Some typical areas of benefit may include:
- Productivity – Streamlined business processes may allow your employees to accomplish more in less time.
- Labour costs – Automating certain applications can reduce the number of people required to support your business.
- Financial performance – More accurate financial reporting can speed receivables or give you a more accurate picture of your short- and long-term balance sheet.
- Inventory management – Keeping a closer eye on inventory can speed inventory turns and reduce the amount you must spend on slow-moving products.
- Pricing – Real-time financial reporting may give you a clearer picture of your overall costs and help you improve margins on your products or services.
- Customer revenue – By using CRM to recognise customer needs, you can increase revenue per customer, or reduce customer turnover rates.
- Technology maintenance and support – Less money may need to be spent on maintaining out-of-date legacy systems, improving your bottom line.
- Process improvements – You may be able to eliminate certain costs through automation; for instance, electronic billing can reduce paper invoices, mailing costs, and even certain bank deposit fees.
Your benefit analysis will depend on your specific business needs. Here are some typical industry scenarios:
Manufacturing: Replacing Legacy Systems to Integrate the Supply Chain
A maker of small industrial refrigeration units is running multiple custom-developed systems. It realises that the business cannot grow without an integrated system. It wants to use an integrated business management solution to improve information flow between the different aspects of the business. It hopes to reduce inventory, improve employee productivity, and make sure it takes advantage of all revenue opportunities with its customer base, including service revenues it is missing because it can’t identify customers whose equipment is out of warranty. Its benefits analysis can include:
- Labour costs – Improvements in efficiency may help it reduce the number of employees needed on the shop floor.
- Reduced inventory – More accurate reporting helps reduce inventory.
- Improved procurement – The ability to view previous purchases and monitor supplier performance will help reduce purchase costs.

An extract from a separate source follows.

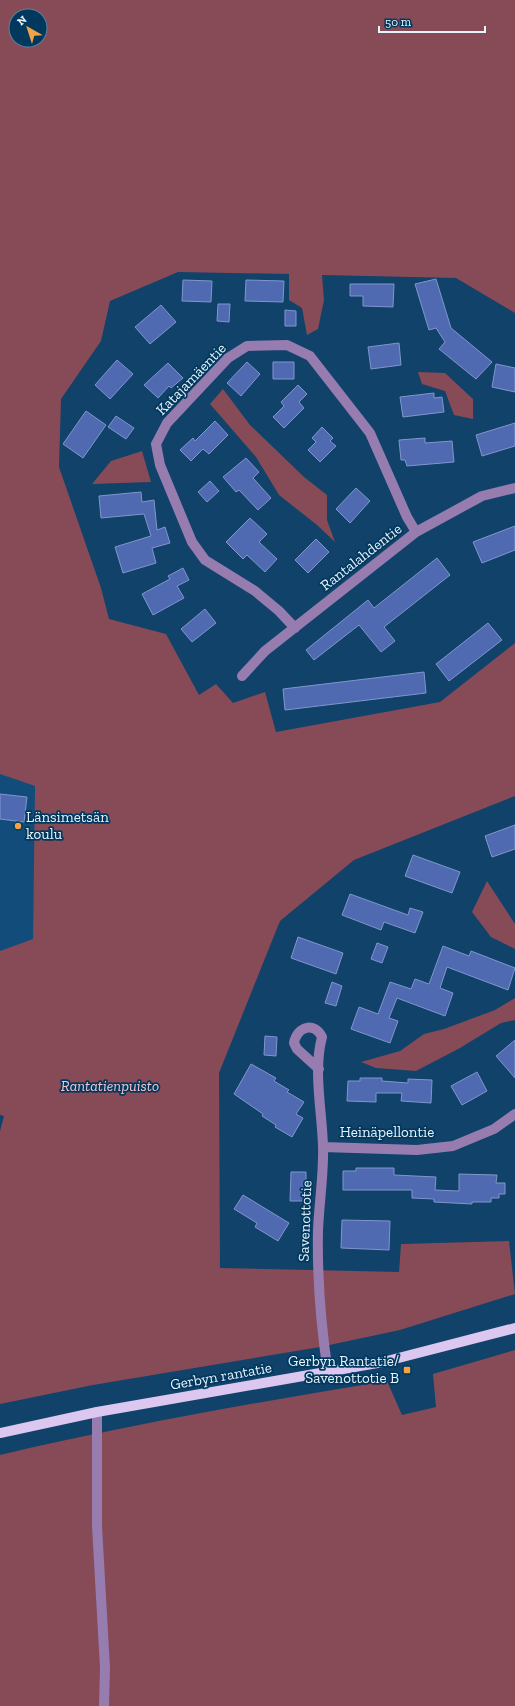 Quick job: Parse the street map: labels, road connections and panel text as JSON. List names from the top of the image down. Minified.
{"streets":{"main road":["Gerbyn rantatie"],"street":["Katajamäentie","Rantalahdentie","Heinäpellontie","Savenottotie"]},"crossings":[["Katajamäentie","Rantalahdentie"],["Heinäpellontie","Savenottotie"],["Savenottotie","Gerbyn rantatie"]],"parks":["Rantatienpuisto"],"places":{"other":["Länsimetsän koulu"],"transit":["Gerbyn Rantatie/ Savenottotie B"]},"scale_bar":"50 m","north":"top left"}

- Improved revenue per customer – By selling additional service contracts, this manufacturer improves overall revenue.
- Reduced paper costs – Better communication between systems eliminates the need to print and deliver work orders.
Wholesale Distribution: Creating Efficiencies to Increase Margins
A company that distributes books and periodicals to supermarket chains has grown organically, but hasn’t thought strategically about its operational systems. As a result, it is unable to clearly analyse links between customer orders and shipments, resulting in a loss of margin and unnecessary investments in inventory. It needs to use SAP Business One to give them an overview of its business – specifically trends in customer demand and supply – to help them improve inventory turns, improve margins, and increase overall customer revenue. The benefits it may analyse include:
- Margin visibility – Getting a clearer picture inventory costs compared to sales prices may result in an increase in margin.
- Improved revenue per customer – More accurate warehouse reports can help identify out-of-place inventory and other issues that can reduce revenue.
- Labour savings – More accurate shipments can reduce returns, allowing the company to hire fewer people for the returns department.
- Reduced inventory – Improvements in inventory can speed up turns, or allow the company to carry a greater number of lines.
Retail: Matching Inventory to Customer Needs
A small home furnishings retailer maintains three stores and a website. It has no companywide view and wants to install an integrated system such as SAP Business One so that it can match stock at its outlets with that of its Web store. It also needs to identify out-of-date items more quickly, so it doesn’t have to discount old merchandise too heavily. Finally, it wants a clearer picture of customer buying behaviour to help it choose more profitable inventory that will better match customer needs and help increase its customer base. Its benefit analysis might include:
- Increased number of customers – How many additional customers will it acquire or retain each month through its improved service?
- IT maintenance costs – Linking the website to the store inventory can reduce charges to update its website frequently.
- Reduced stock – Better purchasing can reduce the amount of ‘out-of-date’ merchandise that is sold at a discount.
- Improved revenue per customer – Matching customers to available stock can help improve overall margins.
- Administrative savings – Less money will be spent on data entry, faxing, and warehouse downtime.
Professional Services: Speeding Up Collections with More Efficient Billing
A consulting company needs a better way to document its billable hours, improve its receivables and generate more revenue per customer. It expects to use SAP Business One to help manage the organisation’s contracts better, improve the accuracy of its invoices and improve overall customer retention through better service. Potential implementation benefits include:
- Improved revenue per consultant – Up to 5% of potential revenue may be lost due to consultants’ not fully billing for the work they do.
- Automating the process may reduce this amount by 0.25% or more.
- Improved customer retention – Improved record-keeping and management of customer contracts will improve the service offered.
- More efficient collections – Properly tracking projects and providing more accurate invoices can reduce the number of billing disputes and increase the speed of receivables.
- Labour savings – Improved processes may reduce the need for support staff by one full-time employee.